The GFA and the NGO have made a formal written response to Defra condemning the proposals as follows:
A Joint Written Response to Defra’s
Responsibility and Cost Sharing Consultation
Introduction
We have carefully analysed the consultation document and the impact assessment in relation to the UK game farming/game shooting industries. We have also attended Defra regional workshops to hear what Government officials and the other livestock representatives had to say. We have already given Defra a list of 30 areas of concern, some general and some specific to the game sector. These were discussed at a 3-way meeting between Defra’s RCS team, the GFA and the NGO on 2 June. This response has been informed by that discussion.Position of the Gamebird Sector
Our overall position on Responsibility and Cost Sharing is quite simple:We don’t want it to be applied to the game industry.
We have three main reasons for taking this position:1. The proposals would increase disease risk in the game sector, not reduce it.
The proposed new levy and insurance premiums implied by the consultation papers will make game chick production in the UK completely uneconomic, resulting in almost total reliance on imports, with consequent increased risks of exotic disease. Overseas producers, aided by a better climate, local tax breaks and a labour system that favours seasonal game production, have been progressively and aggressively targeting the UK market for many years. About half of all pheasants released in the UK, and 90% of all redleg partridges, have their origins in an egg or a chick produced abroad, mainly in France. It is already very hard for a UK game rearer to make any money from game chick production. Profit margins are just a few pence per bird. Any levy or insurance related to game chick production would frankly finish it, driving all production overseas and increasing the movement of birds around Europe with consequent exotic disease risks. This would be wholly contrary to what we in the industry, the Government, FAWC, specialist vets and the poultry industry have all said should happen. We want more production at home from closed flock game farms selling locally, not pan European movement of millions of live birds plus whatever they happen to be carrying at the time. This is a key issue unique to our sector and it makes gamebirds a special case. There is, however, a further reason why RCS would be counter-productive in disease management terms. Registration requirements, levies, and insurance premiums will drive the worst parts of every livestock industry underground and off the disease control radar. For example, small units will be exempt, leading to flocks being split and ‘ownership’ and ‘keeping’ arrangements being deliberately fudged in order to avoid registration and payment. We do not applaud such tactics but believe they would be an inevitable consequence. Control of notifiable diseases would become more difficult, not easier.2. Game rearers are already paying their way.

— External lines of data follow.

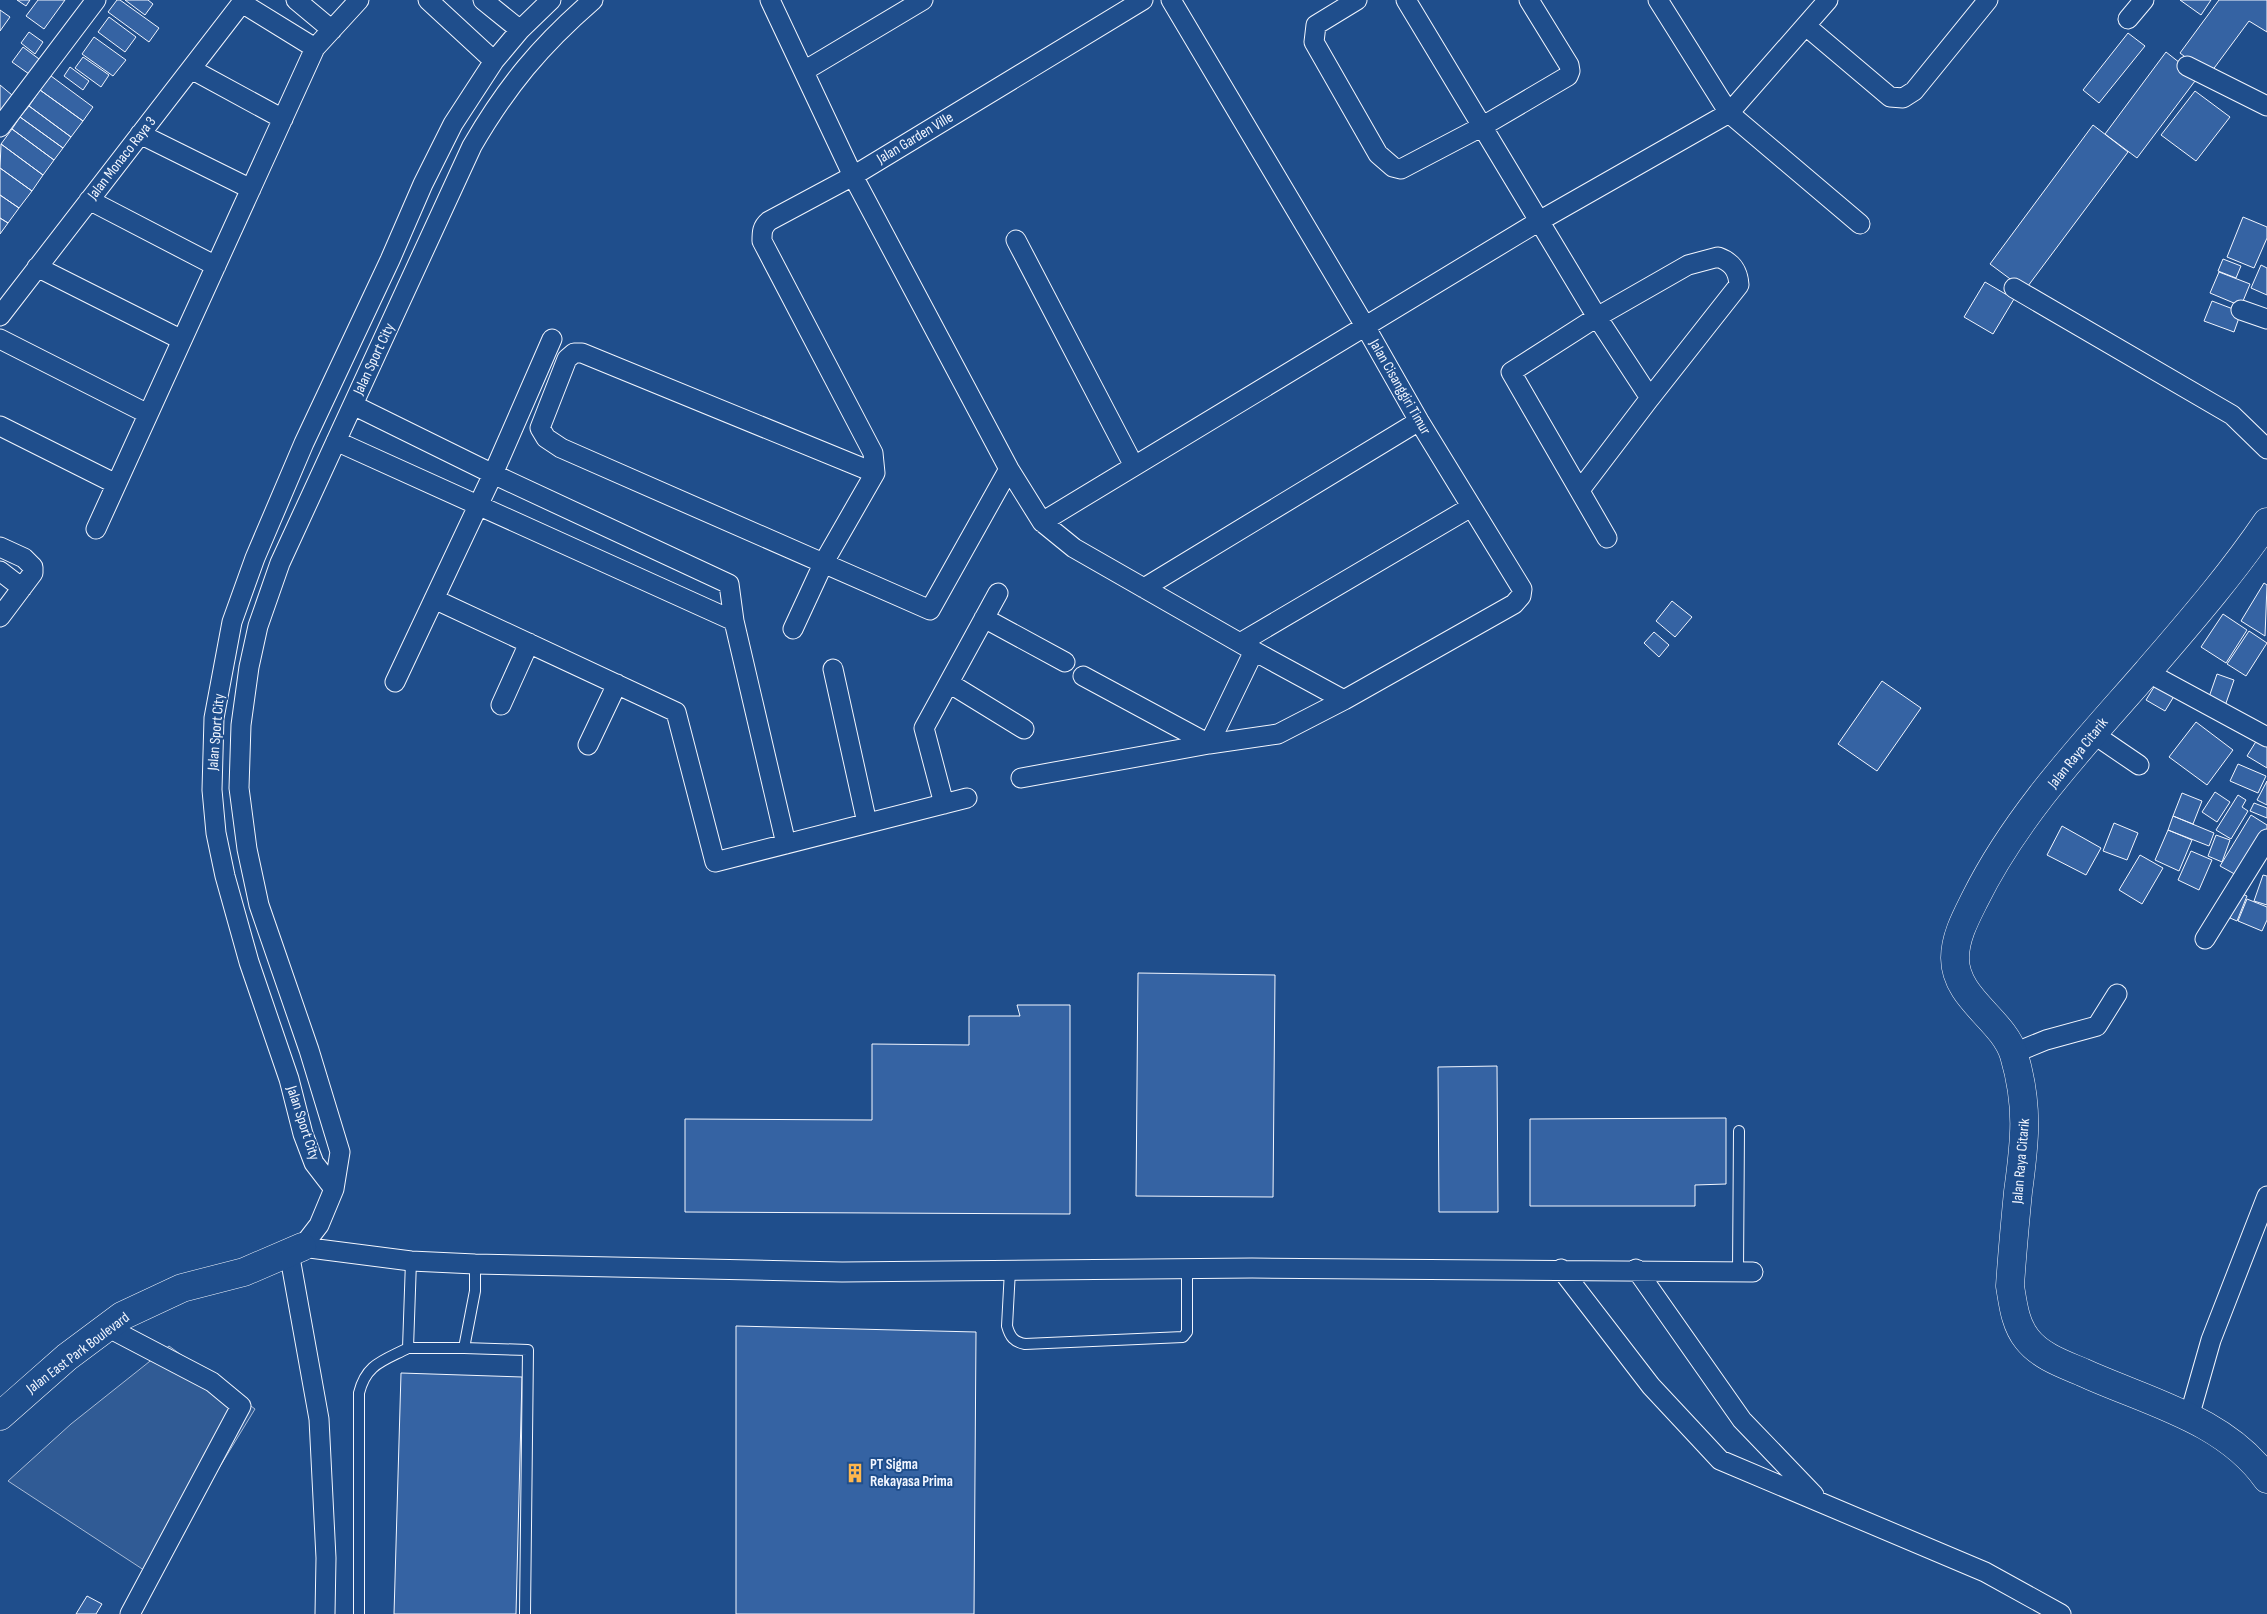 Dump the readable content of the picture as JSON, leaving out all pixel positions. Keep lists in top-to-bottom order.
{
  "streets": {
    "street": [
      "Jalan Garden Ville",
      "Jalan Monaco Raya 3",
      "Jalan Sport City",
      "Jalan Cisanggiri Timur",
      "Jalan Raya Citarik",
      "Jalan East Park Boulevard"
    ]
  },
  "places": {
    "building": ["PT Sigma Rekayasa Prima"]
  }
} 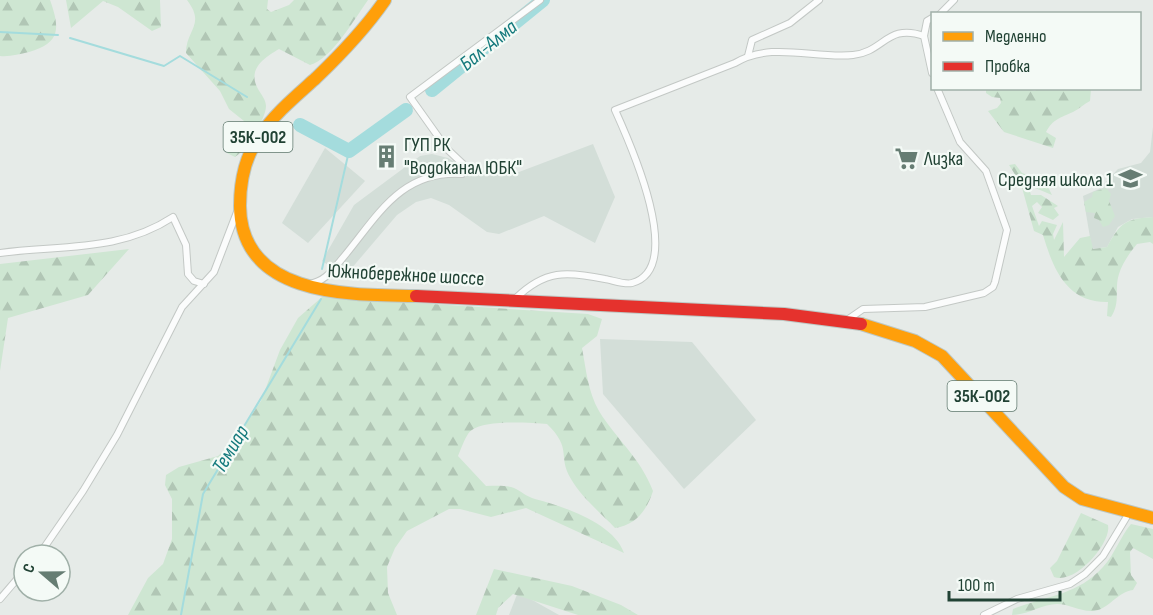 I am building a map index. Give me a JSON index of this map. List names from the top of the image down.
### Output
{
  "streets": {
    "highway": ["35К-002", "Южнобережное шоссе"]
  },
  "water": ["Бал-Алма", "Темиар"],
  "places": {
    "building": ["ГУП РК \"Водоканал ЮБК\""],
    "supermarket": ["Лизка"],
    "school or university": ["Средняя школа 1"]
  },
  "legend": ["Медленно", "Пробка"],
  "scale_bar": "100 m",
  "north": "left"
} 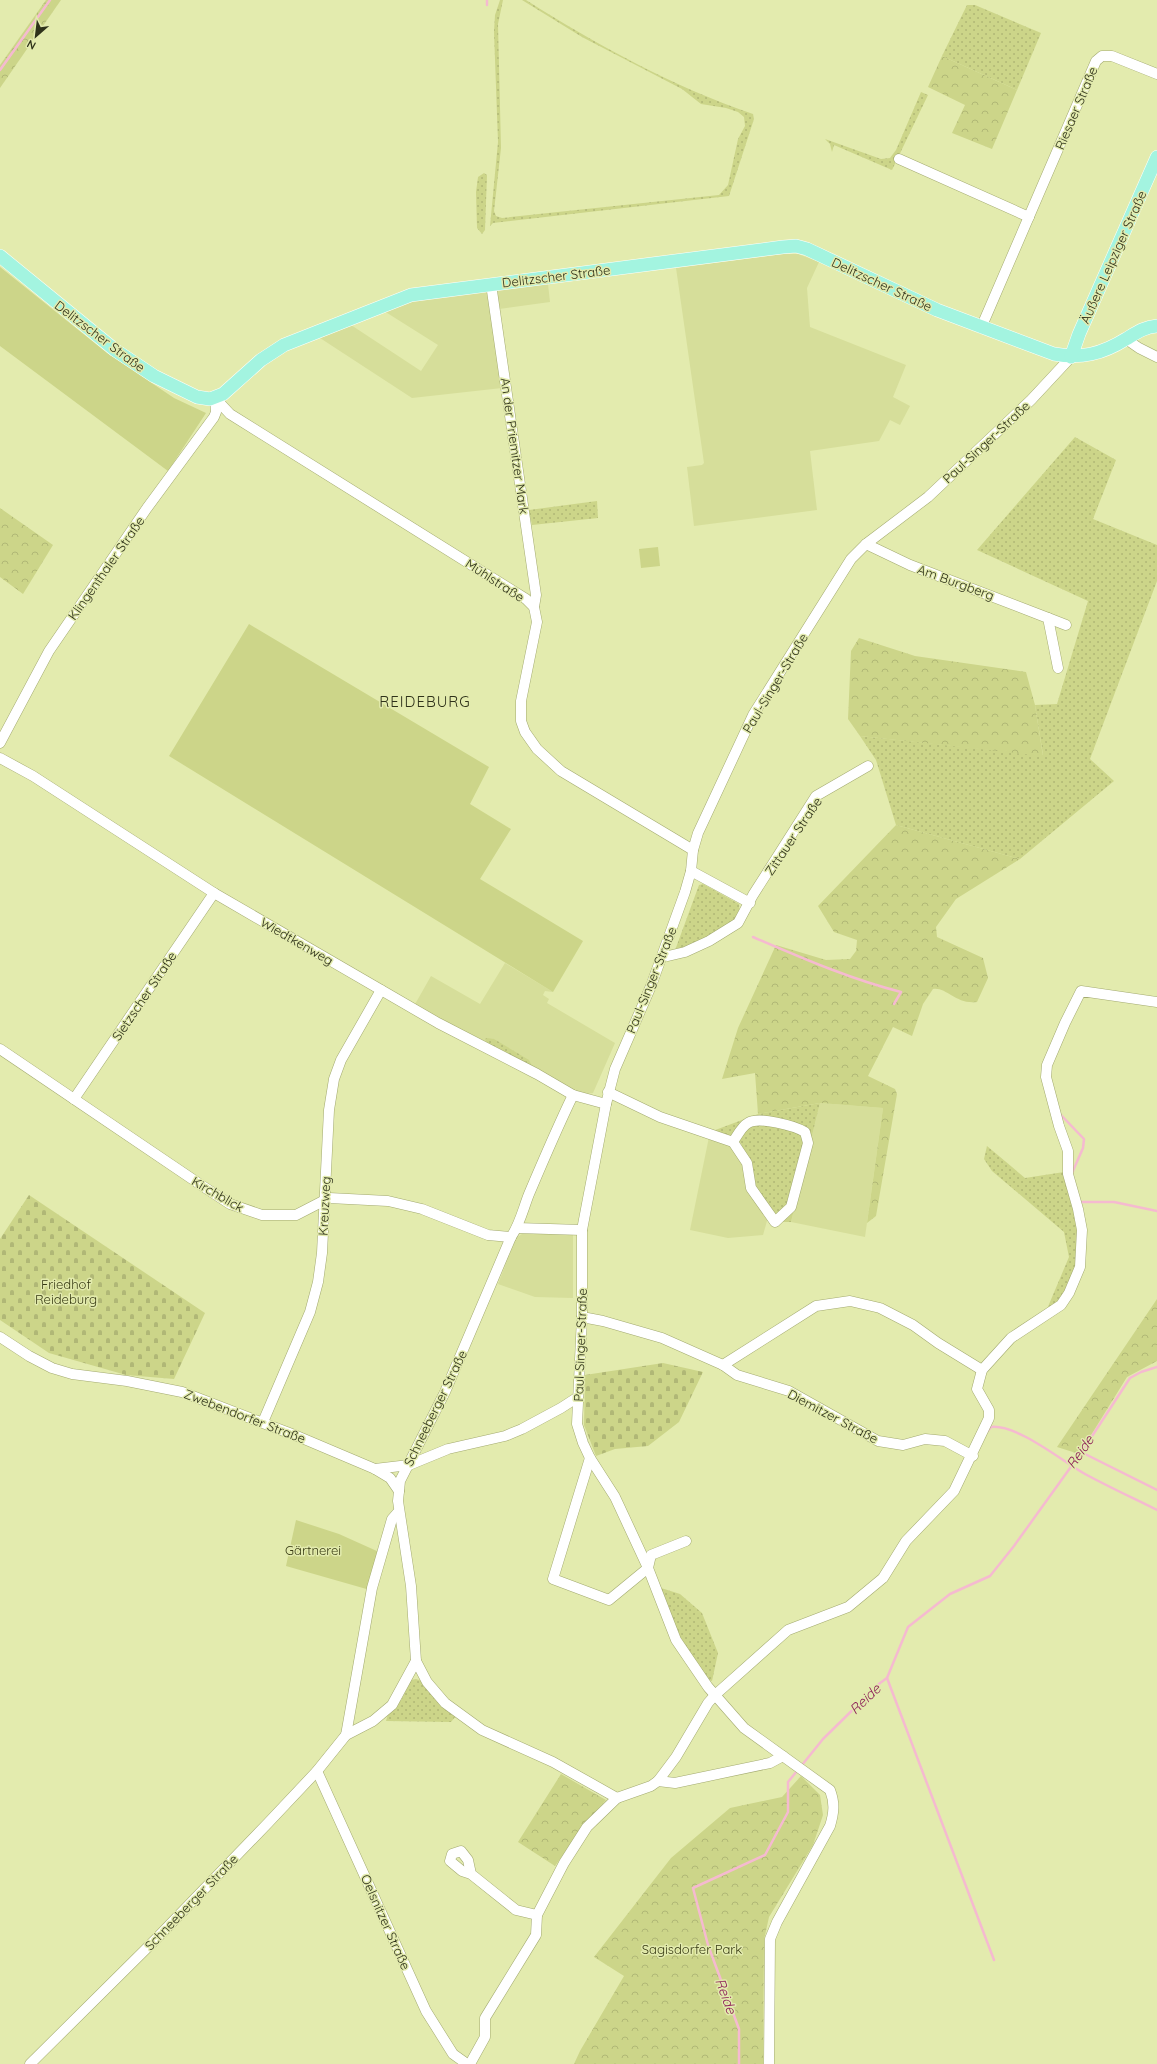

Game rearers already incur extensive costs in relation to disease prevention and cure. Their rearing systems are designed, built and run to reduce disease risks. They pay large bills for medicated feed, preventive advice and veterinary treatment. They also bear the brunt of any market collapse in relation to notifiable disease outbreaks – usually without compensation. In many cases they pay insurance premiums related to disease. For even a small ‘husband and wife’ game farm, these many costs will total over £25,000 a year. We appreciate that the above argument will be invoked by every livestock sector but that does not devalue it. Furthermore, we think there is a particular reason why the game industry should be regarded as a special case: The game-rearing sector, uniquely among all the livestock groups, is already liable for business rates. For archaic and wholly illogical reasons we do not benefit from the ‘agricultural exemption’. Business rates are paid to Local Authorities, not central Government, and they are not hypothecated to disease management, but they are nonetheless a unique and substantial tax already affecting our entire industry. A medium-sized game farm may typically spend in the region of £5,000 a year on business rates.3. The proposals are unfair.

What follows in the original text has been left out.